ASSIGNMENT: Within the records, which lines hold the string "filters"? Report each one by copying it.

INFORMATION SHOWN:
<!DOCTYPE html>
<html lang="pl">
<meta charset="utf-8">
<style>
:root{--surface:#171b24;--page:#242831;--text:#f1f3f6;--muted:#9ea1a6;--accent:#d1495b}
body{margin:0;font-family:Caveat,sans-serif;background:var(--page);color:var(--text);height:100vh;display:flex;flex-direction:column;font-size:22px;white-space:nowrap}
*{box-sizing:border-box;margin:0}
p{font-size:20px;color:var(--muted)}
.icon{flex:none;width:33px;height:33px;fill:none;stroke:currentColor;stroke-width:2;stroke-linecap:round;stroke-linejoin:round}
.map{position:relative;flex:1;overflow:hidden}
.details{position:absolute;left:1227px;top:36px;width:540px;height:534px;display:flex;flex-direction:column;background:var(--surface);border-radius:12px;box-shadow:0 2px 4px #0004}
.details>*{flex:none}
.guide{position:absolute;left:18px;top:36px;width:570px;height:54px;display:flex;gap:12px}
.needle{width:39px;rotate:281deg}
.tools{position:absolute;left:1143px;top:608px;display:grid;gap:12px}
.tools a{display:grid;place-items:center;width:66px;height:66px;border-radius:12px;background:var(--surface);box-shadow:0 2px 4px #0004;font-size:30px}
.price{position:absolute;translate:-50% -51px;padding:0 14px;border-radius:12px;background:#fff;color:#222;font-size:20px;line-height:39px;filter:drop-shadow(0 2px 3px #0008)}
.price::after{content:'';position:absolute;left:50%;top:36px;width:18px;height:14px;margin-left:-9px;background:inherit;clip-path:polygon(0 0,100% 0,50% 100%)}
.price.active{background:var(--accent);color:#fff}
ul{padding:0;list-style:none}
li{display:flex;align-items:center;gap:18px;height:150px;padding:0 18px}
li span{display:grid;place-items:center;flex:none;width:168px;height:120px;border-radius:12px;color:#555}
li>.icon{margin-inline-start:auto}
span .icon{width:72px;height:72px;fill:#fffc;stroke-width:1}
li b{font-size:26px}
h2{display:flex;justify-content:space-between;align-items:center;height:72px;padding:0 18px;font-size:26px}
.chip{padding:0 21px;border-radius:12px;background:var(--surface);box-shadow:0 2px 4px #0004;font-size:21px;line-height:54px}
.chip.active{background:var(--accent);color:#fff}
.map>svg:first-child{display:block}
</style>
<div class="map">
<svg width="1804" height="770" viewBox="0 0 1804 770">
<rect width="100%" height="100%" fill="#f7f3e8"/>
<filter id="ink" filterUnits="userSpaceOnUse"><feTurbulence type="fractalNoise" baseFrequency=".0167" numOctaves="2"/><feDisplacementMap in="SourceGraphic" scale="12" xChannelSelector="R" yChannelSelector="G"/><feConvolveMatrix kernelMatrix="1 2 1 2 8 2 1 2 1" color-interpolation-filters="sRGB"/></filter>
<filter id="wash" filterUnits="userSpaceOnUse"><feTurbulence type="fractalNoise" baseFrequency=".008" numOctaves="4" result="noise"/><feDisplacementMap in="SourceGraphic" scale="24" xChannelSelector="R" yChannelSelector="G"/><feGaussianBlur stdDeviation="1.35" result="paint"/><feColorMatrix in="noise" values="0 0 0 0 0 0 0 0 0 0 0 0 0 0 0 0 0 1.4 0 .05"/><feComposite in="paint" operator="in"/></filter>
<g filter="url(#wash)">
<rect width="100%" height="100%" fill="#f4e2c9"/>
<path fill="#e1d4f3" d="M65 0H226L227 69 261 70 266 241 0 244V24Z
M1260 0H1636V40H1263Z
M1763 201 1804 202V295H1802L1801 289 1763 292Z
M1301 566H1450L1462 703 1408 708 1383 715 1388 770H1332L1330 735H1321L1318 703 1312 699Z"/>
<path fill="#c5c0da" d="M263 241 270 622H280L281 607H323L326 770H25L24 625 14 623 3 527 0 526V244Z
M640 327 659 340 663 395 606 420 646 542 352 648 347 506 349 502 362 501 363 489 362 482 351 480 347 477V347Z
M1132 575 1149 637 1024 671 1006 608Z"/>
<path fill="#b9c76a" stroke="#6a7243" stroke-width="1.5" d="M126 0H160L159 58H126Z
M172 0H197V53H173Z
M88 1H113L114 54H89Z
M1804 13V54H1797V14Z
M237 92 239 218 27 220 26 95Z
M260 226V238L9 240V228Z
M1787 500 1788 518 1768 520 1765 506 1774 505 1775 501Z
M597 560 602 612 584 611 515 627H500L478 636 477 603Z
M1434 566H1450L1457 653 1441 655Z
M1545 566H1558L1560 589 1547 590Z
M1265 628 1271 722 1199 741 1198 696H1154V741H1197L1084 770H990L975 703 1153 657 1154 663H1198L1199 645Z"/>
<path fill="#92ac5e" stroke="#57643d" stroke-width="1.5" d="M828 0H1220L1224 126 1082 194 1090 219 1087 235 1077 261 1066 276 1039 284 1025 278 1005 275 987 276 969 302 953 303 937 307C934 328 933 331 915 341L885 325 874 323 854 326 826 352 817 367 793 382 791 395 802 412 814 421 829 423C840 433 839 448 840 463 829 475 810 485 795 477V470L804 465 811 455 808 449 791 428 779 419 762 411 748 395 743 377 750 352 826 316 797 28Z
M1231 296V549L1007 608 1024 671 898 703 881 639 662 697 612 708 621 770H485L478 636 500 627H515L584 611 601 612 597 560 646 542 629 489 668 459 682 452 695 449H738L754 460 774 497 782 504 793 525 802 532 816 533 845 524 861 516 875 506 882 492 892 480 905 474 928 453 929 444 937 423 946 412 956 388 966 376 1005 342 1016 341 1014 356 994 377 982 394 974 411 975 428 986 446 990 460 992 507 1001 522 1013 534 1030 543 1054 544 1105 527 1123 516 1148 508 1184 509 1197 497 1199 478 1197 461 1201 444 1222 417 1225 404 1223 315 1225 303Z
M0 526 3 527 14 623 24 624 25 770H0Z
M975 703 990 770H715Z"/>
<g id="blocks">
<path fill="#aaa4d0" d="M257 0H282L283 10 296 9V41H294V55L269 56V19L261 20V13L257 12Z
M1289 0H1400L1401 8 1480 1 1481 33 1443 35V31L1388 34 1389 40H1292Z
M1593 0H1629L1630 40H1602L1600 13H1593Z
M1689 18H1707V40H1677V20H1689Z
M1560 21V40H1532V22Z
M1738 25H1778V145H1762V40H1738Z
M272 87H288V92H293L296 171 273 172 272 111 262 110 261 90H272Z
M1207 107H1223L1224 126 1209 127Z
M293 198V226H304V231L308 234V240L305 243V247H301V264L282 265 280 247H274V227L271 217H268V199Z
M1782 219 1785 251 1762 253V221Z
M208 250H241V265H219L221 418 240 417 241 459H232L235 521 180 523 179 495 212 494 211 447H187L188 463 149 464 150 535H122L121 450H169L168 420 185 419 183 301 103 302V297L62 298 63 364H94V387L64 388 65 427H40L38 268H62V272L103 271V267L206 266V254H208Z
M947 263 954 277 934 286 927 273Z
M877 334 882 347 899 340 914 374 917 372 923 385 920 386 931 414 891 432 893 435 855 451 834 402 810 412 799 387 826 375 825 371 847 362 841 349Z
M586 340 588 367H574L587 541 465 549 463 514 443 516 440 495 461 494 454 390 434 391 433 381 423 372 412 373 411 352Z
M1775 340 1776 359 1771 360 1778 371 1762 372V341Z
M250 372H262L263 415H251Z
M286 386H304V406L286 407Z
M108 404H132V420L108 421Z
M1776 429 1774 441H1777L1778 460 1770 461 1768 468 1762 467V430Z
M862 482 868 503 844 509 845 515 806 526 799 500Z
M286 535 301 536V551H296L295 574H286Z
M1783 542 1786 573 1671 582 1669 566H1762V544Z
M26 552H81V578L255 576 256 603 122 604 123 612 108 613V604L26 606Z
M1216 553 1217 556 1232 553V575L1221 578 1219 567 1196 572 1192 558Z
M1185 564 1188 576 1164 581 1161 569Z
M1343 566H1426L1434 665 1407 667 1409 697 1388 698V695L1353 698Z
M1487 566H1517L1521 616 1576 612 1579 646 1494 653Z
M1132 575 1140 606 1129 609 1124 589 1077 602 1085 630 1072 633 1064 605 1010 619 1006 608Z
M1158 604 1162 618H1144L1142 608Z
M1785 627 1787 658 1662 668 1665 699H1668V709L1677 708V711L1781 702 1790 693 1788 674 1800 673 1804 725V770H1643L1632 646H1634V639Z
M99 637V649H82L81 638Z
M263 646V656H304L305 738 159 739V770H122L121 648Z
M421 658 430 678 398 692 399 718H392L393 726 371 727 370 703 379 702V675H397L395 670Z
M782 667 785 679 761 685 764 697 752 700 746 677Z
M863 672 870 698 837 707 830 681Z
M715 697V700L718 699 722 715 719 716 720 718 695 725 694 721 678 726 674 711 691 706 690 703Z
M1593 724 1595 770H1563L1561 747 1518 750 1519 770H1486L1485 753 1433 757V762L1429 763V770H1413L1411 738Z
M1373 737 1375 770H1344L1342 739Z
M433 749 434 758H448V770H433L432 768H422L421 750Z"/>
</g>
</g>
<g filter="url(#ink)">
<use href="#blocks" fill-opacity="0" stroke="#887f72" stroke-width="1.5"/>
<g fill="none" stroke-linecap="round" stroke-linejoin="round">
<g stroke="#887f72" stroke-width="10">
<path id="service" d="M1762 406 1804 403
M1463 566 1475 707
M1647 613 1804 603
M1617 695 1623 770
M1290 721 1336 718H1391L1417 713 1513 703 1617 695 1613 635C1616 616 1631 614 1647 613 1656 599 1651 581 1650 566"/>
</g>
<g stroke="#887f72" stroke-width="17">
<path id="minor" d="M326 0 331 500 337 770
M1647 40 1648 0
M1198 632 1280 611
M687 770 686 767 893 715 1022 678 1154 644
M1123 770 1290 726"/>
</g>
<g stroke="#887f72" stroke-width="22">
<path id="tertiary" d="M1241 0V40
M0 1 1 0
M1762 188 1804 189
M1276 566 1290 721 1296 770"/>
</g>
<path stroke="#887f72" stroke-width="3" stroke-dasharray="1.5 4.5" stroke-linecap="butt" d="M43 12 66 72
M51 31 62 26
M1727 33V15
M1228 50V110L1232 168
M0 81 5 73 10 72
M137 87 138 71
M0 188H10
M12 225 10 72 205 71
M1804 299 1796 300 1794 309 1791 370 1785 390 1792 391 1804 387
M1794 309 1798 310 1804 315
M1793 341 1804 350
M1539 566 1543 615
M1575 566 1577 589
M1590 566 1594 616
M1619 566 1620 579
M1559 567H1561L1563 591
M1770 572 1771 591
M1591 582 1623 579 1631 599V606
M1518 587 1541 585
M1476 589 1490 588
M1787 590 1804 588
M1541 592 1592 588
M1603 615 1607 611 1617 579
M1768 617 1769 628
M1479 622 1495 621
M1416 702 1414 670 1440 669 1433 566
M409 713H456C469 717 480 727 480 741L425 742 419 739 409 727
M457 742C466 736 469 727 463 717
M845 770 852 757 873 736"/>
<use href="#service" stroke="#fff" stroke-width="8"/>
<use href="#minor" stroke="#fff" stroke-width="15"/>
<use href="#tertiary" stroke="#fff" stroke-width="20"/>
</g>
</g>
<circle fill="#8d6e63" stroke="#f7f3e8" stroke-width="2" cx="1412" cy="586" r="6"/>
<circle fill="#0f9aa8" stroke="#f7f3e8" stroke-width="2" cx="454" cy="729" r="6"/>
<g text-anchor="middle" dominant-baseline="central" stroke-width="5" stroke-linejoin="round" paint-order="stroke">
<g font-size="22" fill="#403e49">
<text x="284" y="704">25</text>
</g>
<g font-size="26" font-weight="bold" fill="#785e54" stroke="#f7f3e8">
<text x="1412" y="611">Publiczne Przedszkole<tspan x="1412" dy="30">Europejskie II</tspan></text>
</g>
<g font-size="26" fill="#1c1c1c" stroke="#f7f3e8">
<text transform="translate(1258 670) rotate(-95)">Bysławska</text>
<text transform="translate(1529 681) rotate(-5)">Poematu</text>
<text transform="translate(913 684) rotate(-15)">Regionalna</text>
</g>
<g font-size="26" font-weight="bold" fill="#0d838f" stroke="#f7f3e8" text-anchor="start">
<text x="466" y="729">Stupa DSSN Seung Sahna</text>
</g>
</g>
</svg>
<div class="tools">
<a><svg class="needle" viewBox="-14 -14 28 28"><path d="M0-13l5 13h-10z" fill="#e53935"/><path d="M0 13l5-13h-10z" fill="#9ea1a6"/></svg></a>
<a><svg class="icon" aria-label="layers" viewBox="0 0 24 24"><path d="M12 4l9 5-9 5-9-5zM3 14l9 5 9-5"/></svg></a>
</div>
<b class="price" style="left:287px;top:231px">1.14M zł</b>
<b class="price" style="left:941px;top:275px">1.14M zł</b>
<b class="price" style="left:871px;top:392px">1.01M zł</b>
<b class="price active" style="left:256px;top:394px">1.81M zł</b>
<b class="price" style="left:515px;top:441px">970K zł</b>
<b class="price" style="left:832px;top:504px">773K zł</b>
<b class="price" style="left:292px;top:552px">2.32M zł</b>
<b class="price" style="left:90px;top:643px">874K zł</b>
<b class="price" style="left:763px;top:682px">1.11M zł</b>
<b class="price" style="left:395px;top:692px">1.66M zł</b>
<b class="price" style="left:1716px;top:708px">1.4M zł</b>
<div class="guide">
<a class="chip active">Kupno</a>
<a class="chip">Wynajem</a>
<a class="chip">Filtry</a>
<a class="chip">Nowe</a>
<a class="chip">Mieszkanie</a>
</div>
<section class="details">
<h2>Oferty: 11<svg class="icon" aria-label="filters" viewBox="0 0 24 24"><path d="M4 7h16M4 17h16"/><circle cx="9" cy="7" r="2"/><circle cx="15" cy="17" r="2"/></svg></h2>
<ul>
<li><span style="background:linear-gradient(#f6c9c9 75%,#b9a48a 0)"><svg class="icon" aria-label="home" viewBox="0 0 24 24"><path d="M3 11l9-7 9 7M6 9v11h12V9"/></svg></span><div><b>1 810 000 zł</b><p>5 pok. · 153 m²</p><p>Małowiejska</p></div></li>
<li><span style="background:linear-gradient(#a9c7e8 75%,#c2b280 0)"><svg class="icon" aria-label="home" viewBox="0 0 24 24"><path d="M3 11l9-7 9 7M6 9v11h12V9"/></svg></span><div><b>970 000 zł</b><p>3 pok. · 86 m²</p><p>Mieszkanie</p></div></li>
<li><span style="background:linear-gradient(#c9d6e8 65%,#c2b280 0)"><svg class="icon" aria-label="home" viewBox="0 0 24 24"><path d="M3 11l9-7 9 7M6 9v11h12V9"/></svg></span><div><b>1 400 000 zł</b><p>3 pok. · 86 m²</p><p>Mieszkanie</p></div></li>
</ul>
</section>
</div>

EXPECTED ANSWER:
<filter id="ink" filterUnits="userSpaceOnUse"><feTurbulence type="fractalNoise" baseFrequency=".0167" numOctaves="2"/><feDisplacementMap in="SourceGraphic" scale="12" xChannelSelector="R" yChannelSelector="G"/><feConvolveMatrix kernelMatrix="1 2 1 2 8 2 1 2 1" color-interpolation-filters="sRGB"/></filter>
<h2>Oferty: 11<svg class="icon" aria-label="filters" viewBox="0 0 24 24"><path d="M4 7h16M4 17h16"/><circle cx="9" cy="7" r="2"/><circle cx="15" cy="17" r="2"/></svg></h2>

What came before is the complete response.